Locate the string "center" throughout the material and copy every line in which it occurs.

--- Stored data Enclosed Below ---

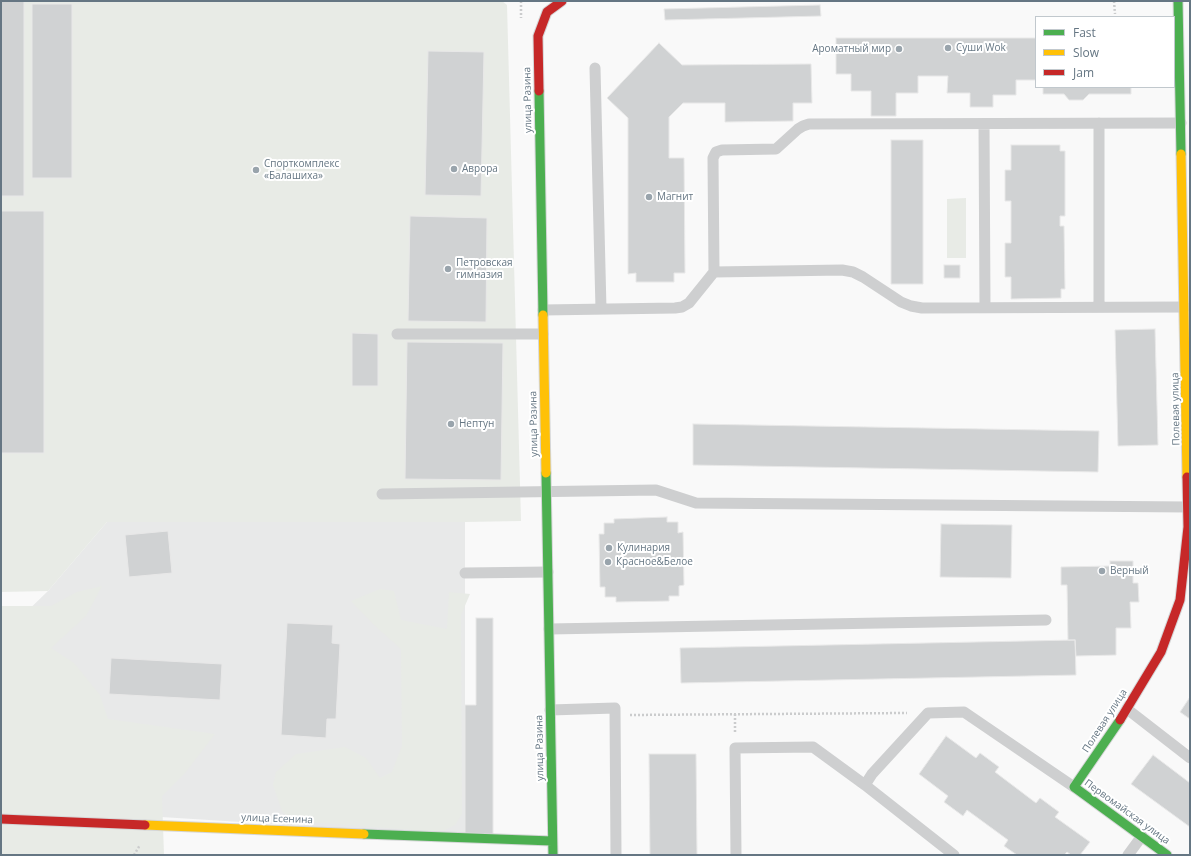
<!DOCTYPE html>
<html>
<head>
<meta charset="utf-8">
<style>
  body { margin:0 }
  #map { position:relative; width:1191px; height:856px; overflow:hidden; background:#f9f9f9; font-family:"Open Sans",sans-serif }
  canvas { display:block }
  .frame { position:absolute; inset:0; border:2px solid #657683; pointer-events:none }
  .legend { position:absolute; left:1035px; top:16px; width:140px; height:72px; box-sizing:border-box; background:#fff; border:1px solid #c1c8cd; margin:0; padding:5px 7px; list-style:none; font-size:12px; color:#657683 }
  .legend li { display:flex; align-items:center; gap:8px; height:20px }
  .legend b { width:20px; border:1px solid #c1c8cd }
</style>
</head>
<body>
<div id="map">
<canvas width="1191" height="856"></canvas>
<div class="frame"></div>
<ul class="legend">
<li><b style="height:5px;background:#4caf50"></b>Fast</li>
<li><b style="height:5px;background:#ffc107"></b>Slow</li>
<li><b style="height:5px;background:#c62828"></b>Jam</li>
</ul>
</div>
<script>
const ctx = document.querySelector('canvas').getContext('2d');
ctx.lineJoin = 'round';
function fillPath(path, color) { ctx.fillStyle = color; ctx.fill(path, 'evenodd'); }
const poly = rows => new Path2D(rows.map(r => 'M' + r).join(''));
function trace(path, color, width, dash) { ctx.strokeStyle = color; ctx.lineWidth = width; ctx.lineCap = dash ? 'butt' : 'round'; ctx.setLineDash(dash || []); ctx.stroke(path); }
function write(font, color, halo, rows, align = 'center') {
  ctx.font = font + ' "Open Sans",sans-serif'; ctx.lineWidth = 4; ctx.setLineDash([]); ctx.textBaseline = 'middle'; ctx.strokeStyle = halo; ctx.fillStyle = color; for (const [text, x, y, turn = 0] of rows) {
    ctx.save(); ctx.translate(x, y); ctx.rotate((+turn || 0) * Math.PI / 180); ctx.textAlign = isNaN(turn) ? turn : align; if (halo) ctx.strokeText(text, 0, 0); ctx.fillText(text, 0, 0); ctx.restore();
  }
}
const built = poly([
  [107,522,465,522,465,836,1,807,17,621,48,591]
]);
const green = poly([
  [1,1,502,1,507,5,521,521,465,522,107,522,48,591,1,592],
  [966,198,966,258,947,258,947,199],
  [102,586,86,616,51,648,74,663,100,695,108,719,215,734,185,773,162,796,164,855,1,855,1,606,51,606,77,592],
  [380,589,394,591,401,620,447,629,449,592,470,594,461,615,462,814,455,825,441,832,292,821,282,811,273,785,276,772,296,754,345,747,366,758,380,778,392,772,402,746,401,649,374,625,351,601]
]);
const building = poly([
  [1,1,24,1,24,196,1,196,1,1],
  [32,4,72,4,72,178,32,178,32,4],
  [820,5,821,16,665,20,664,9,820,5],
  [836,38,1036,38,1036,80,1016,80,1016,95,993,95,993,107,970,107,970,93,947,93,948,76,918,76,918,93,896,93,896,116,871,116,871,91,851,91,851,74,836,74,836,38],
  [659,43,682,65,811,64,812,103,793,103,793,121,725,122,725,103,683,103,669,117,669,158,684,158,685,273,674,273,674,282,636,282,636,273,628,274,628,118,607,98,659,43],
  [428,51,484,52,481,196,425,195,428,51],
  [1043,87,1131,87,1131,94,1089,94,1083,100,1069,100,1064,94,1043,94,1043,87],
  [891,140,923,140,923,284,891,284,891,140],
  [1011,145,1060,145,1060,151,1065,151,1065,216,1060,216,1060,226,1064,226,1065,289,1061,289,1061,298,1011,299,1011,277,1005,277,1005,243,1011,243,1011,201,1005,201,1005,170,1011,170,1011,145],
  [1,211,44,211,44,453,1,453,1,211],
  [410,216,487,218,486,322,408,321,410,216],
  [944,265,960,265,960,278,944,278,944,265],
  [1155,329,1158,445,1118,446,1115,330,1155,329],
  [352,333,378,334,378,386,352,386,352,333],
  [407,342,503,343,501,480,405,479,407,342],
  [693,424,1099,431,1098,472,693,465,693,424],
  [667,517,667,522,678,522,678,533,683,532,684,585,679,586,679,596,669,596,669,601,616,602,616,597,605,597,605,587,600,587,599,534,604,534,604,523,614,523,614,519,667,517],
  [941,524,1012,525,1011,578,940,577,941,524],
  [168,531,172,573,129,577,125,535,168,531],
  [1110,561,1133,561,1133,583,1138,583,1139,602,1130,602,1131,628,1116,628,1116,655,1076,656,1075,640,1068,640,1067,585,1061,585,1061,567,1110,566,1110,561],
  [476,618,493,618,493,836,465,836,465,705,476,705,476,618],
  [287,623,333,625,332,643,340,644,336,719,327,719,326,738,281,735,287,623],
  [1075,640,1076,675,681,683,680,648,1075,640],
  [111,658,222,664,220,700,109,694,111,658],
  [1190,697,1190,719,1180,712,1190,697],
  [946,736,976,758,980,753,999,767,995,772,1036,803,1040,798,1059,812,1055,817,1090,842,1080,855,1071,855,1067,852,1064,855,1017,855,1004,846,1008,840,967,810,963,816,944,802,948,796,919,774,946,736],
  [649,754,696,754,697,855,650,855,649,754],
  [1153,755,1190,783,1190,827,1131,784,1153,755]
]);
const path = poly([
  [521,1,521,18],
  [1114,1,1115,14],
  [735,714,735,734],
  [630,715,907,713],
  [134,855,140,845]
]);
const lane = poly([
  [595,68,601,309],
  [1099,123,1099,307],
  [984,124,985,308],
  [714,272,713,158,716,152,722,150,776,149,798,129,803,126,809,124,1181,123],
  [543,310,675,308,682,307,689,303,714,272,842,270,853,272,863,277,901,302,911,306,922,308,1185,307],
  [397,334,543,334],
  [382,494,656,490,696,503,1188,507],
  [465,573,548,572],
  [549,629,1046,620],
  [1127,709,1190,758],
  [550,710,615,708,616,855],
  [736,855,735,748,813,747,865,785],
  [954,855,865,785,872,774,928,713,964,712,1074,787],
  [1128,855,1142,836]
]);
const fast = poly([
  [1178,1,1181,154],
  [539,91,543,315],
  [546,473,553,855],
  [1120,720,1074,787,1167,855],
  [364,834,552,841]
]);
const slow = poly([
  [1181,154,1187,477],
  [543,315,546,473],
  [145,825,364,834]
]);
const jam = poly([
  [539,91,538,36,547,12,562,1],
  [1120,720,1161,652,1180,600,1188,527,1187,477],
  [1,819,145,825]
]);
const markers = [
  [948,48,4,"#99a4ac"],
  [899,49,4,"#99a4ac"],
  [454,169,4,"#99a4ac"],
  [256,170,4,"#99a4ac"],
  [649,197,4,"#99a4ac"],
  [448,269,4,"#99a4ac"],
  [451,424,4,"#99a4ac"],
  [609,548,4,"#99a4ac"],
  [608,562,4,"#99a4ac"],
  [1102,571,4,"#99a4ac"]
];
const poiNames = [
  ["Суши Wok",956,48],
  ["Ароматный мир",891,49,"right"],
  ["Спорткомплекс",264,164],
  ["«Балашиха»",264,176],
  ["Аврора",462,169],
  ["Магнит",657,197],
  ["Петровская",456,263],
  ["гимназия",456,275],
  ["Нептун",459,424],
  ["Кулинария",617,548],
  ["Красное&Белое",616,562],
  ["Верный",1110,571]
];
const streetNames = [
  ["улица Разина",528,100,-91],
  ["Полевая улица",1176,409,-91],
  ["улица Разина",534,424,-91],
  ["Полевая улица",1105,721,-57],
  ["улица Разина",540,748,-91],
  ["Первомайская улица",1127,812,36],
  ["улица Есенина",277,819,2]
];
fillPath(built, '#e8e9e9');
fillPath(green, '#e8ebe6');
fillPath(building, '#d0d2d3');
trace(building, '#e8e8e8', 1);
trace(fast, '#d5d6d7', 11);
trace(slow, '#d5d6d7', 11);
trace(jam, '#d5d6d7', 11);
trace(path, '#cbcccd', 2.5, [2, 2]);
trace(lane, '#cecfd0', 11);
trace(fast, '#4caf50', 9);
trace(slow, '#ffc107', 9);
trace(jam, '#c62828', 9);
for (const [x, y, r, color] of markers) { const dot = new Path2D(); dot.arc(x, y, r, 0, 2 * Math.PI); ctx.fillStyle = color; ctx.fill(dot); trace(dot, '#fff', 1.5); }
write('10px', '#657683', '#fff', poiNames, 'left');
write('10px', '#657683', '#fff', streetNames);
</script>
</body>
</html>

--- End of Enclosed Stored data ---

**The completed task**
  .legend li { display:flex; align-items:center; gap:8px; height:20px }
function write(font, color, halo, rows, align = 'center') {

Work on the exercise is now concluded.